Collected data
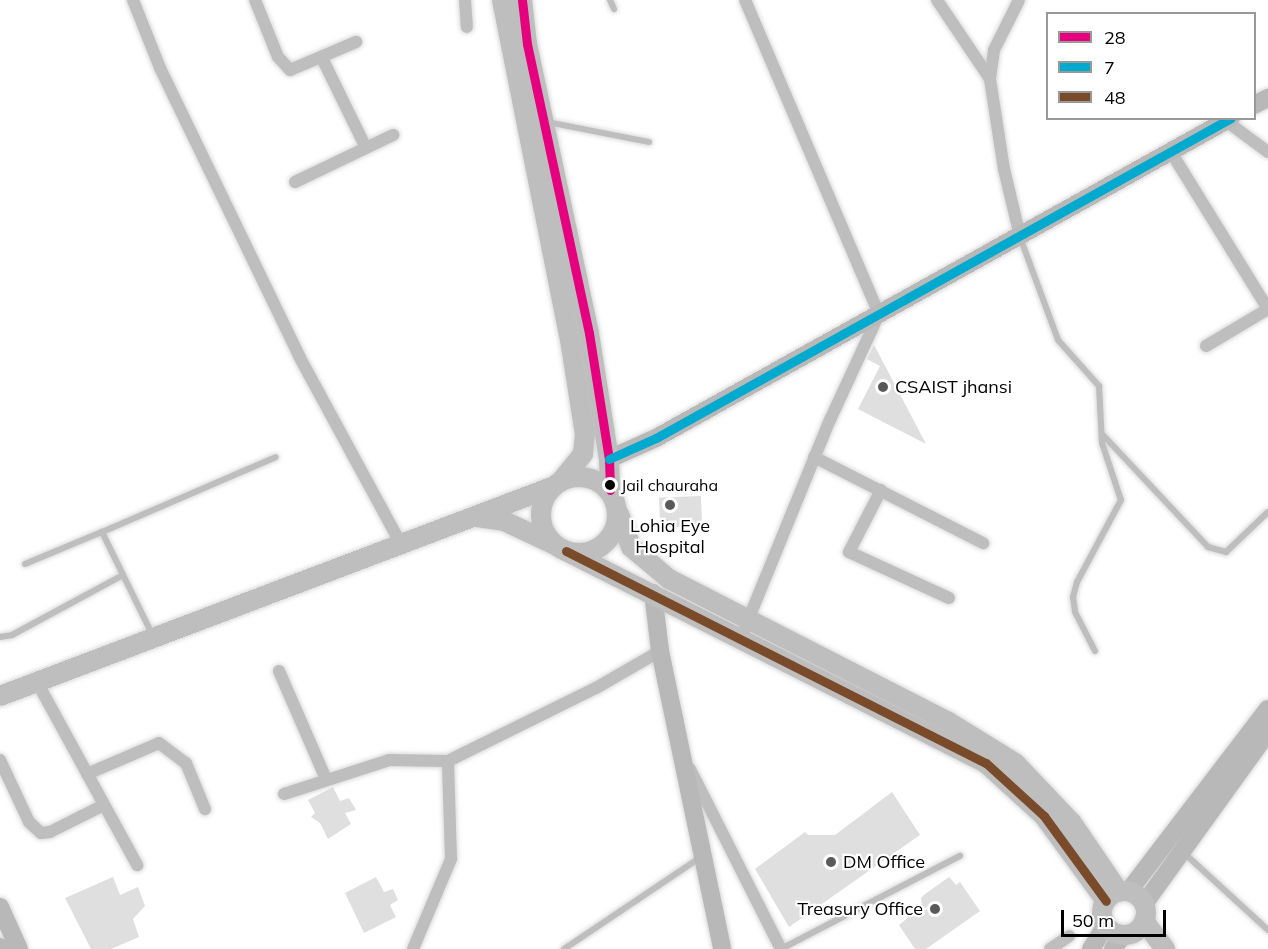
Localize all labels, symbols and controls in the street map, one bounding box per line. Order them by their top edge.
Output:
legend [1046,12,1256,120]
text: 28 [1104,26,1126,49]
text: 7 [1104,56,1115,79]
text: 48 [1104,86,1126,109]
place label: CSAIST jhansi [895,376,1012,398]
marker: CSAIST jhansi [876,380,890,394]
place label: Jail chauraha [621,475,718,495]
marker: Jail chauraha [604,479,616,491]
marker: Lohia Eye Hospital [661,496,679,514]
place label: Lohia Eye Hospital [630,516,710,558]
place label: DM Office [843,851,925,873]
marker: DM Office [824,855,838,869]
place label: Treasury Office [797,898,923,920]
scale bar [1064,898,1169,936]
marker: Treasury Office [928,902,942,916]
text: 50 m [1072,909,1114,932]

-- What to do --
A faithful, word-for-word version of the records above is needed, with no images in it.

-- Problem solution --
Localize all labels, symbols and controls in the street map, one bounding box per line. Order them by their top edge.
Output:
legend [1046,12,1256,120]
text: 28 [1104,26,1126,49]
text: 7 [1104,56,1115,79]
text: 48 [1104,86,1126,109]
place label: CSAIST jhansi [895,376,1012,398]
marker: CSAIST jhansi [876,380,890,394]
place label: Jail chauraha [621,475,718,495]
marker: Jail chauraha [604,479,616,491]
marker: Lohia Eye Hospital [661,496,679,514]
place label: Lohia Eye Hospital [630,516,710,558]
place label: DM Office [843,851,925,873]
marker: DM Office [824,855,838,869]
place label: Treasury Office [797,898,923,920]
scale bar [1064,898,1169,936]
marker: Treasury Office [928,902,942,916]
text: 50 m [1072,909,1114,932]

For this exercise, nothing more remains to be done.